Três meses na estrada. Bem, três meses e um dia, para ser mais preciso. Incrível. Surpresas, mutações, reflexões, explosões de consciência, destinos cruzados, sorrisos oferecidos, enrascadas, uma amálgama de experiências, sentimentos e constatações dentro de mim. Não parti para me encontrar, mas que opção tenho perante horas a fio sozinho entregue aos Ventos senão olhar ao redor e tentar encontrar alguma coerência com o que vai cá dentro, com o que aprendi e julguei ser certo? Escrevo do Vale Hunza, talvez o sítio mais belo onde já estive, no Paquistão. Movido pelos medos que nos incutem e a que, sem querer, quase pereci, tinha como objectivo passar por este país de rompante, uma ponte entre o Irão e a Índia. Mas estou aqui há vinte e dois dias. Surpresas. Surpresas nos sorrisos que não param de me desejar as boas-vindas, no calor de uma sociedade que vive debaixo de uma religião diferente da nossa, nunca tão radical quanto se pensa, no que ao mais comum Homem diz respeito. Um abre-olhos como uma estalada na cara. Estou num quarto, sozinho, numa casa anexa à do meu anfitrião. Se saio e dou uns passos à direita, vejo o seu lar, onde agora dormem, na mesma divisão do tamanho de duas mesas de bilhar, cinco pessoas. Como no resto do Paquistão, não há luz nesta casa durante quase metade de cada dia. Numa característica mais particular desta zona, não há água corrente. Parece-me uma família feliz, apesar de tudo, ainda que, naturalmente, eu entenda que eventuais infelicidades, seja de que família for, de que país for, seja algo que às vezes se varre para debaixo do tapete quando há visitas.

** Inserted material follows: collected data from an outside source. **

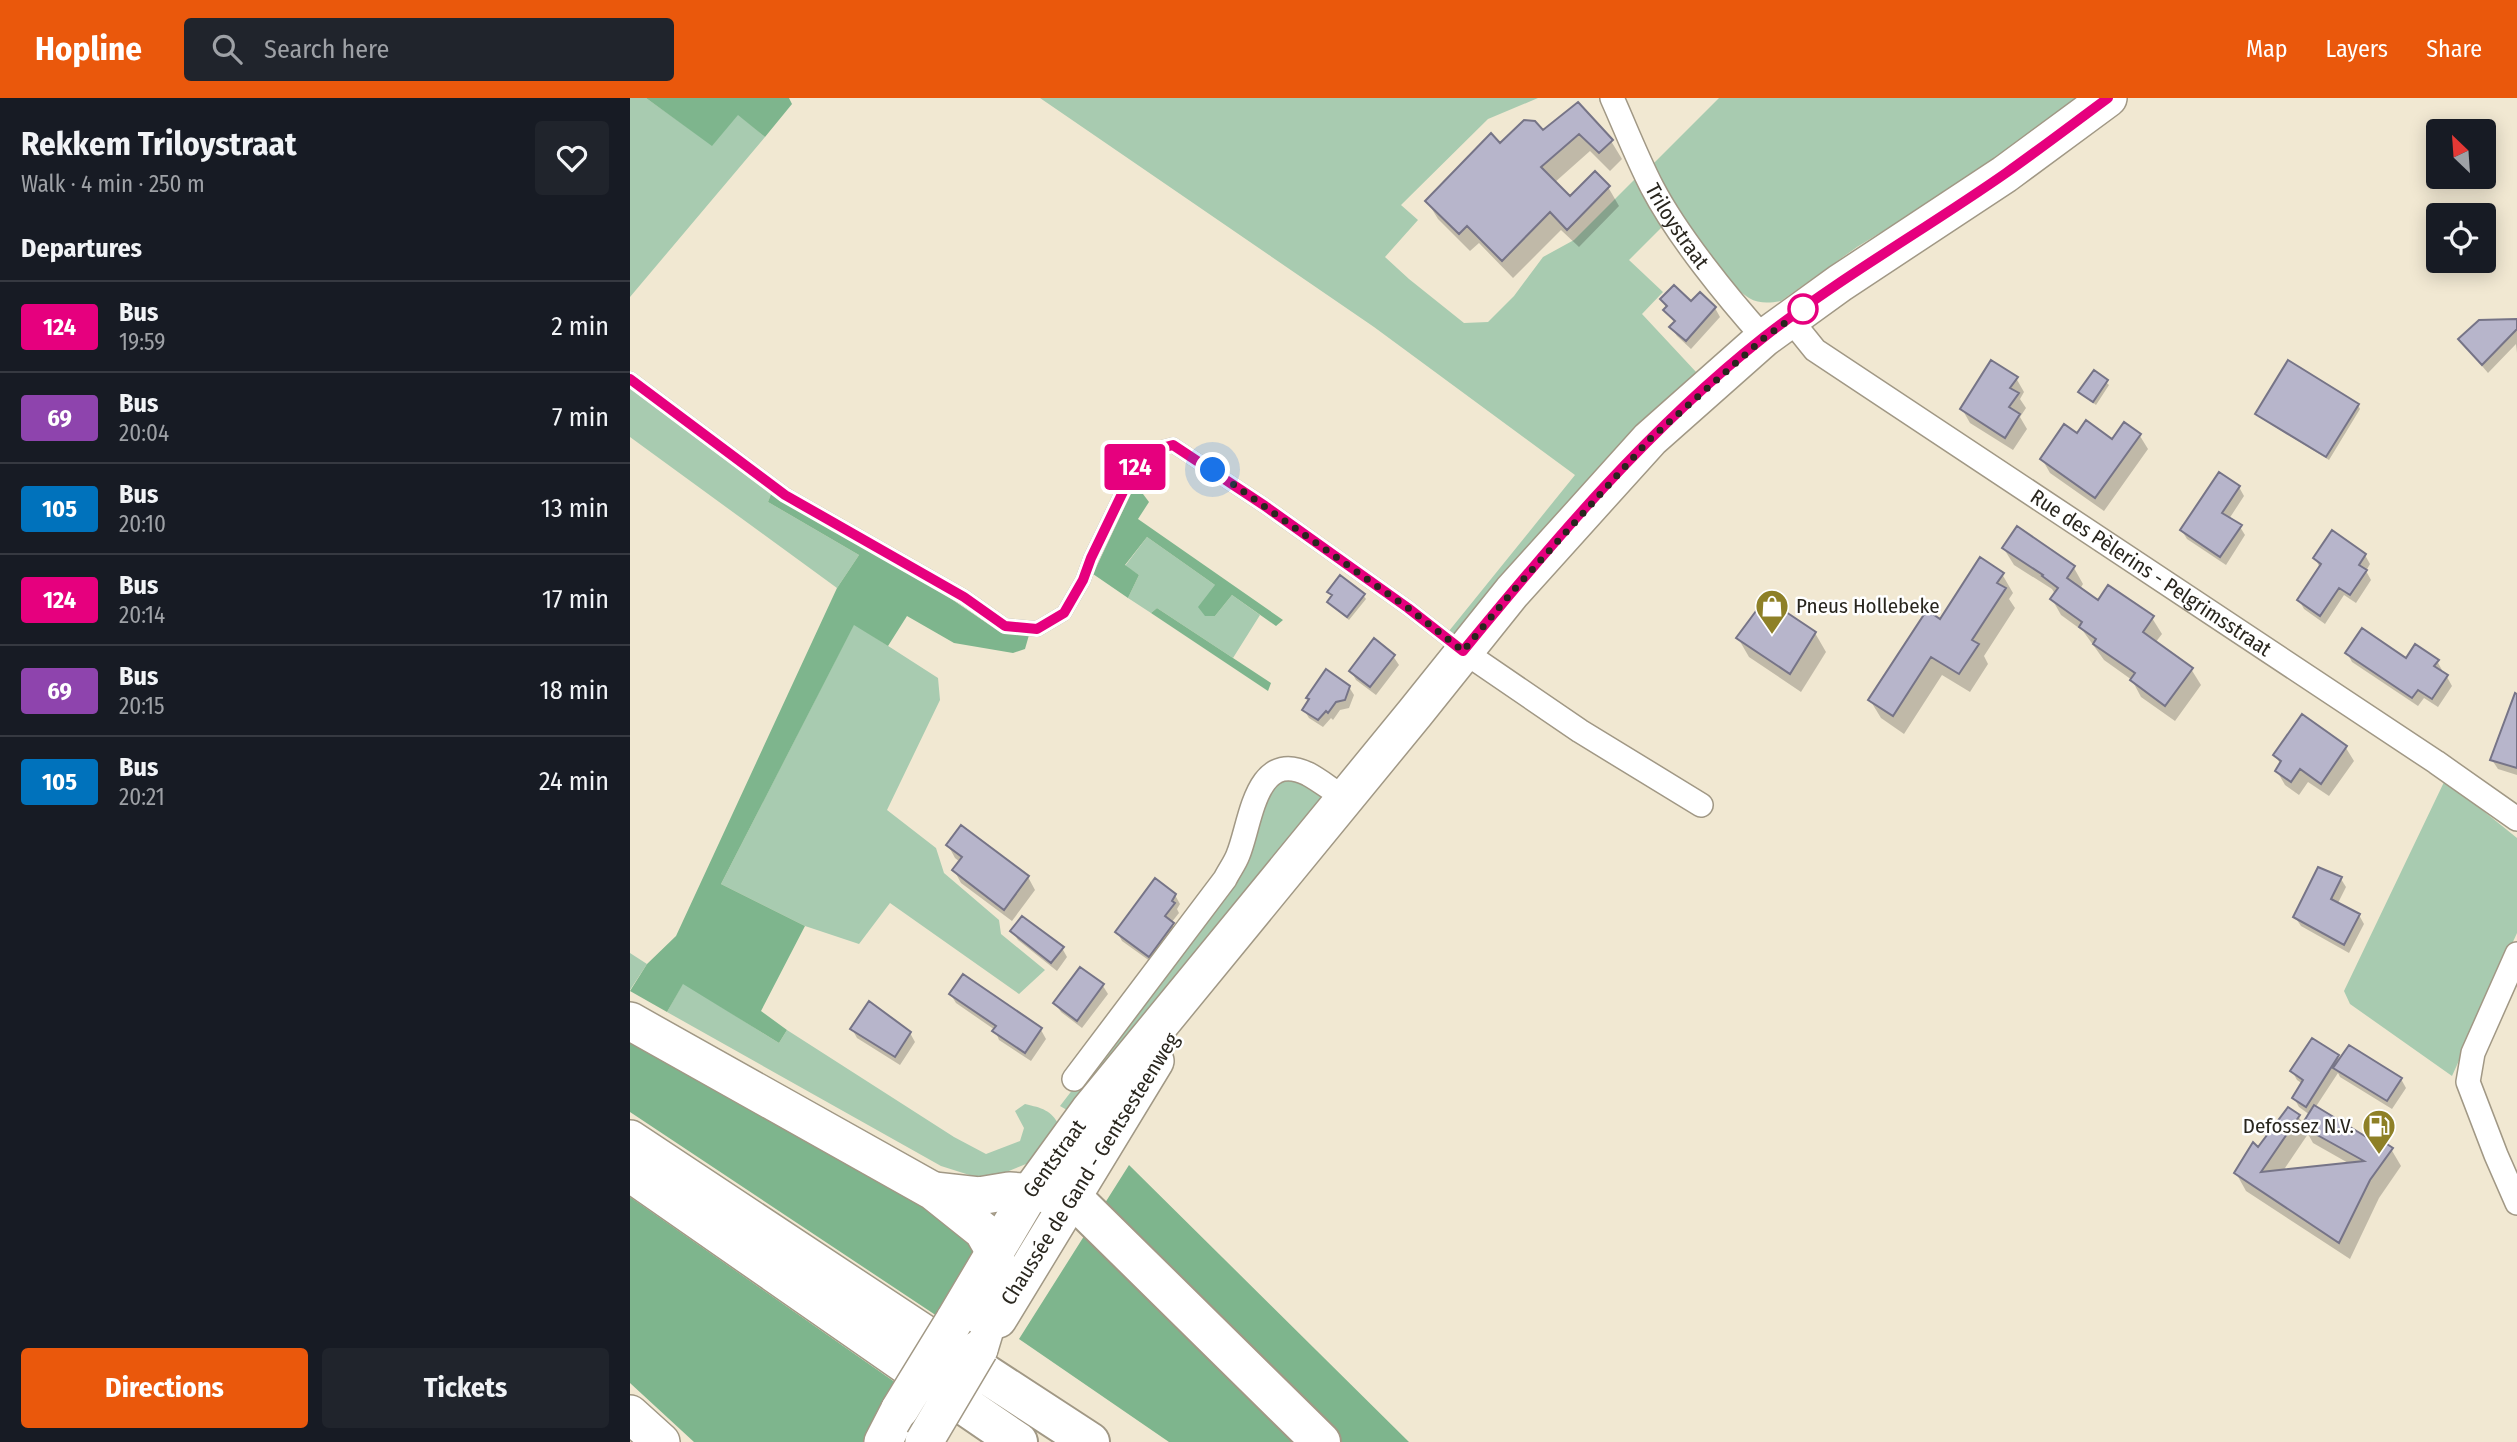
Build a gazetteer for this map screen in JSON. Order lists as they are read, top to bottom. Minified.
{"streets":{"main road":["Gentstraat","Chaussée de Gand - Gentsesteenweg"],"street":["Triloystraat","Rue des Pèlerins - Pelgrimsstraat"]},"crossings":[["Triloystraat","Rue des Pèlerins - Pelgrimsstraat"],["Gentstraat","Chaussée de Gand - Gentsesteenweg"]],"places":{"shop":["Pneus Hollebeke"],"fuel station":["Defossez N.V."]},"lines":["bus line 124"],"north":"top left","page":{"header":"Hopline","search":"Search here","nav":["Map","Layers","Share"],"heading":[["Rekkem Triloystraat","Walk · 4 min · 250 m"],"Departures"],"on_map":"124","list":[{"mark":"124","name":"Bus","note":"19:59","value":"2 min"},{"mark":"69","name":"Bus","note":"20:04","value":"7 min"},{"mark":"105","name":"Bus","note":"20:10","value":"13 min"},{"mark":"124","name":"Bus","note":"20:14","value":"17 min"},{"mark":"69","name":"Bus","note":"20:15","value":"18 min"},{"mark":"105","name":"Bus","note":"20:21","value":"24 min"}],"buttons":["Directions","Tickets"]}}
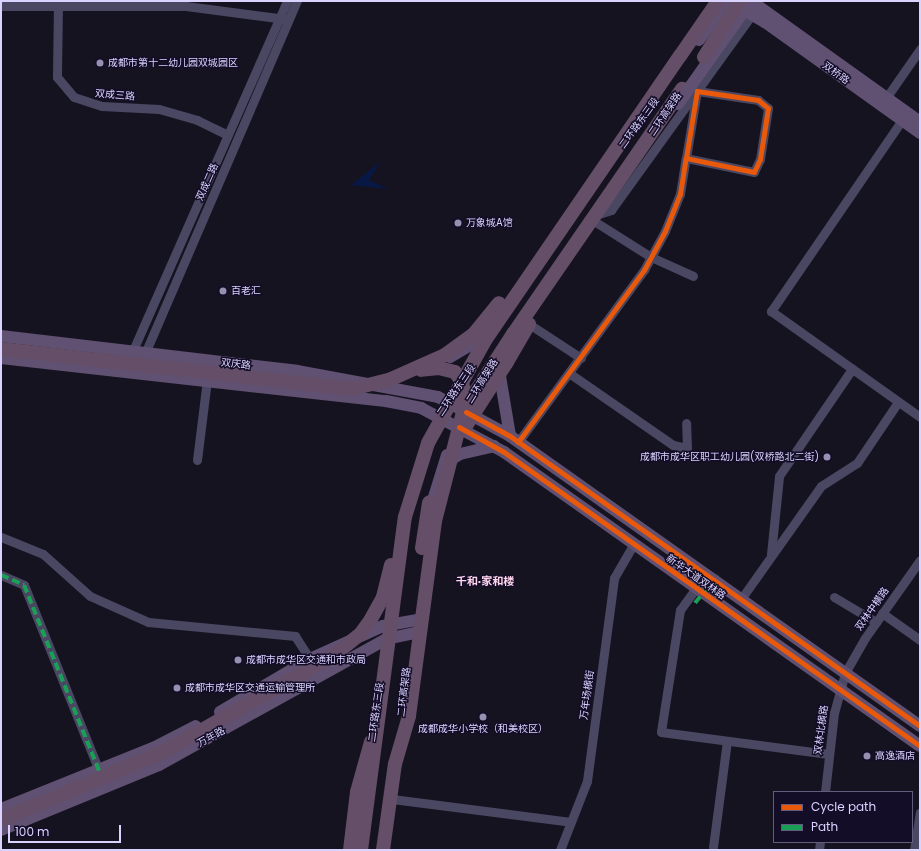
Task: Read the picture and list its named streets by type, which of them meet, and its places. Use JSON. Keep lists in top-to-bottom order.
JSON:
{
  "streets": {
    "highway": ["二环高架路"],
    "main road": [
      "双桥路",
      "二环路东三段",
      "双庆路",
      "新华大道双林路",
      "万年路"
    ],
    "street": [
      "双成三路",
      "双成二路",
      "双林中横路",
      "万年场横街",
      "双林北横路"
    ]
  },
  "crossings": [
    ["双桥路", "二环路东三段"],
    ["双成三路", "双成二路"],
    ["二环高架路", "二环路东三段"],
    ["二环路东三段", "双庆路"],
    ["二环路东三段", "新华大道双林路"],
    ["二环路东三段", "万年路"],
    ["双成二路", "双庆路"],
    ["双庆路", "新华大道双林路"],
    ["新华大道双林路", "双林中横路"],
    ["新华大道双林路", "万年场横街"],
    ["新华大道双林路", "双林北横路"],
    ["双林中横路", "双林北横路"]
  ],
  "districts": ["千和·家和楼"],
  "places": [
    "成都市第十二幼儿园双城园区",
    "万象城A馆",
    "百老汇",
    "成都市成华区职工幼儿园(双桥路北二街)",
    "成都市成华区交通和市政局",
    "成都市成华区交通运输管理所",
    "成都成华小学校（和美校区）",
    "高逸酒店"
  ],
  "legend": ["Cycle path", "Path"],
  "scale_bar": "100 m"
}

Hoje andei por aí, perdido entre as maravilhas deste sítio, e a comparação entre estes dois mundos tão diferentes não me saía da cabeça. Claro que entendo que é mais fácil comparar com o que temos na porta do lado, e tão mais fácil estabelecer comparações com quem está melhor. Gostamos de sentir que podemos ter sempre mais, e na impossibilidade de tal acontecer, gostamos de nos sentir pobrezitos com isto. Acho que é por isso que temos de abrir os olhos. Hoje, sentado na beira de um penhasco a ouvir Nina Simone apreciando a vista, tentava disciplinar-me. “Tenho de dar mais valor ao que tenho”, dizia-me. Sempre mo disse, mas castigame a facilidade que o meu ser tem de se habituar a circunstâncias que para nós são corriqueiras mas que para tanta gente estão perto do luxo. A nossa constatação dos bens que temos, seja de que natureza for, deveria ser intrínseca. Deveria vir já programado, a nossa VIDA seria bem mais fácil. Mas falhando isto, porque não nos forçarmos a ver o esquema maior, e perceber que a grande maioria de nós teve uma sorte incrível de nascer num país europeu? Portugal está na fossa, em vários domínios, é impossível negar. E se calhar o pessoal não pode comprar aquele carro com que sempre sonhou. Se calhar o pessoal tem de ter umas sapatilhas da Remate em vez da Nike. Se calhar o pessoal até pode nem ter carro. Mas o pessoal tem muito mais do que imagina. Não posso estar assim tão enganado, e não falo de barriga cheia, porque falo de necessidades, não falo das coisas supérfluas de que posso beneficiar particularmente. A nossa felicidade é algo que se constrói de dentro para fora, não de fora para dentro. Ou assim o deveria ser. Acho que às vezes confundimos a felicidade em si, com a percepção da mesma. Baralhamos os sub-objectivos e trocamos as prioridades, focando-nos naquilo que se espera de nós, naquilo que se espera que tenhamos, que façamos, que sejamos. Tudo isto em vez de permitir que entre um pouco de luz carregando consigo a clarividência que nos permita ver mais além.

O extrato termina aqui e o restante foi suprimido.